Internet Telephony Comes of Age


A technology can be said to have come of age when prospective users stop asking "why" they should implement it and start asking "how." During the past six months, Internet-based telephony has come of age.

Even as standards committees work to prescribe a means of interconnecting gateways from different vendors, the Internet telephony industry is maturing, with providers using it to slash backbone transport costs, often without users knowing calls are going over the Internet. The first applications to boom have been pre- and post-paid calling cards, fax services, and the wholesaling of long-distance and international minutes. In provisioning these cost-saving services, providers install nodes in key countries so that calls made to access their networks are local. With the Internet as the backbone, cost is no longer distance-sensitive.

As the benefits of Internet telephony materialize, early adopters are finding that strategic network design and deployment are key to maximizing them. Technical planning, deployment, and implementation are part of the key decisions carriers and corporations must make at the outset to reap the greatest benefits from Internet telephony.

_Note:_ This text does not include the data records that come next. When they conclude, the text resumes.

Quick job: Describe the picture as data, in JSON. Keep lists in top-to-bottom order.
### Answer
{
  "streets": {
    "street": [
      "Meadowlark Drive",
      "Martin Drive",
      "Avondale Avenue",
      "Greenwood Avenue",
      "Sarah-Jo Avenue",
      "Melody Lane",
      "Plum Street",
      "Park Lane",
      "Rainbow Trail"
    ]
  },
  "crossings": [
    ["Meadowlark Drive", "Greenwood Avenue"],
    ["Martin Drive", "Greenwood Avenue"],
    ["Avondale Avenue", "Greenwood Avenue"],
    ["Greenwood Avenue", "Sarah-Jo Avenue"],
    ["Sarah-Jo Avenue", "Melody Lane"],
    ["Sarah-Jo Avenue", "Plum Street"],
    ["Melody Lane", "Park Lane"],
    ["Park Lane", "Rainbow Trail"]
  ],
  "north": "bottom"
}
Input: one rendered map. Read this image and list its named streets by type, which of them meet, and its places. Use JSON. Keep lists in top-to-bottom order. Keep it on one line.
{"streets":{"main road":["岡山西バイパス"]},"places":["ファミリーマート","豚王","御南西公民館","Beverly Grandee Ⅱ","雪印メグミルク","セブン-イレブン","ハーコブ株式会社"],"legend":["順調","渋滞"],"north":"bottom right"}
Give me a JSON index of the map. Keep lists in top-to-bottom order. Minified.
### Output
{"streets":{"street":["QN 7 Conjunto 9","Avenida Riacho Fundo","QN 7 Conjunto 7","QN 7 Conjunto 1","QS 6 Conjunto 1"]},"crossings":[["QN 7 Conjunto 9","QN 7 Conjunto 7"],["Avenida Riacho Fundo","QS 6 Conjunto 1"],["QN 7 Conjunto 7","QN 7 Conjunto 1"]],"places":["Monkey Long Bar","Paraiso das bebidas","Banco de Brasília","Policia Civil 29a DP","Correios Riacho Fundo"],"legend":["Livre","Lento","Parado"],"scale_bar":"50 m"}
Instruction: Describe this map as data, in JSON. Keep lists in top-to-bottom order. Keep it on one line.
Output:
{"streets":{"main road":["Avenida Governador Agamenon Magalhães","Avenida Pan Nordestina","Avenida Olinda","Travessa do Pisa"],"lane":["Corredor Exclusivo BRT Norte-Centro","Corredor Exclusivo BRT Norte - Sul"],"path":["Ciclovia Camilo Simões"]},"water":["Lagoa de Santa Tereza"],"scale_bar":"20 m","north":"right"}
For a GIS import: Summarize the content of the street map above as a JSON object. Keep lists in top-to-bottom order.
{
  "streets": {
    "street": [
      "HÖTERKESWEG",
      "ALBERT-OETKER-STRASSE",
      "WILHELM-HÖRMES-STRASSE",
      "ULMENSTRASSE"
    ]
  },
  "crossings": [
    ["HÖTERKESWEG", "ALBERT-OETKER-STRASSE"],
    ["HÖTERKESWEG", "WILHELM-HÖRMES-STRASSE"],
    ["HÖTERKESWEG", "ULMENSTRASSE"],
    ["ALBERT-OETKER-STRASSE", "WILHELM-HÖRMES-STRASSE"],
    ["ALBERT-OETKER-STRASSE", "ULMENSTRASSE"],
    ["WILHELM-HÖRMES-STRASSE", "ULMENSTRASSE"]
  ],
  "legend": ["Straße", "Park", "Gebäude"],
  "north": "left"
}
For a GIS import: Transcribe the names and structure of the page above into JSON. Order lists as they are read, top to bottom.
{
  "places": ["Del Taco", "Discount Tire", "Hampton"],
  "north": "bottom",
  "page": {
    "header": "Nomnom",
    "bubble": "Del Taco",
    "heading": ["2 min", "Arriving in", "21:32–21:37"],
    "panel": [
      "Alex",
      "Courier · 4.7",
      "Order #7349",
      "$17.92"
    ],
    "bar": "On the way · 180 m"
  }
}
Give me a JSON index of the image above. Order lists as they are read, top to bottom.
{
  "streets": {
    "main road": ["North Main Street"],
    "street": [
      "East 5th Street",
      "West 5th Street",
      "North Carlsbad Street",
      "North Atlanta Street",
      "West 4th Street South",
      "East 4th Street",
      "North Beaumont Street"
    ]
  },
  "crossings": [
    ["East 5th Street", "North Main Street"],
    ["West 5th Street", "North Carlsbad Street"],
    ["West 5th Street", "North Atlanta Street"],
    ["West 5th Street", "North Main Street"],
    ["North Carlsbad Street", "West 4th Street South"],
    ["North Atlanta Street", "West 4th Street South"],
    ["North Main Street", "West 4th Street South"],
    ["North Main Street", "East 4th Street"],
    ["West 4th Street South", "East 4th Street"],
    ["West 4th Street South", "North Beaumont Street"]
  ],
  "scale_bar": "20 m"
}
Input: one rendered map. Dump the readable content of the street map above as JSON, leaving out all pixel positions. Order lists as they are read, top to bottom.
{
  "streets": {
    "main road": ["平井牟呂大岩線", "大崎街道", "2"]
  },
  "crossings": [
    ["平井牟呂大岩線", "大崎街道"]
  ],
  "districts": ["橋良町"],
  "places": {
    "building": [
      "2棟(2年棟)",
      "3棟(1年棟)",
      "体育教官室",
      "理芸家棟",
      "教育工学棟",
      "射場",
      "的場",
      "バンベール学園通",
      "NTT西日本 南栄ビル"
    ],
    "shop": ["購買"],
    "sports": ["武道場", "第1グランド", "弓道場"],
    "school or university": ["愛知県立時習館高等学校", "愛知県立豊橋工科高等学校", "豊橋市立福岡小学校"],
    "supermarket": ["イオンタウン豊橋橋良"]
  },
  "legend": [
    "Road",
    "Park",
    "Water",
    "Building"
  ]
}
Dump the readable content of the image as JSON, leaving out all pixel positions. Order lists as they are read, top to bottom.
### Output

For carriers and ISPs to attract customers on the basis of cost while minimizing their own overhead, they must construct cost-optimized network backbones. Networks should be engineered to deliver reliable, high-quality voice, and they must scale easily and without service disruption. And because deploying IP-based voice services involves interfacing between the packet-based architecture of the Internet and the traditional circuit-switched PSTN, provider networks must interoperate with various telephony and Internet infrastructures in place around the world.

Carriers must first decide where to install gateways, and how much bandwidth to acquire. Once these investment decisions are made, the next steps are choosing an architecture platform, either a PC- or a chassis-based gateway, and devising strategies for fool-proof back-up and least-cost traffic routing. As always, providers must anticipate growth, change, and disaster, and the gateway architecture decision is paramount because it impacts all other issues, as well as costs.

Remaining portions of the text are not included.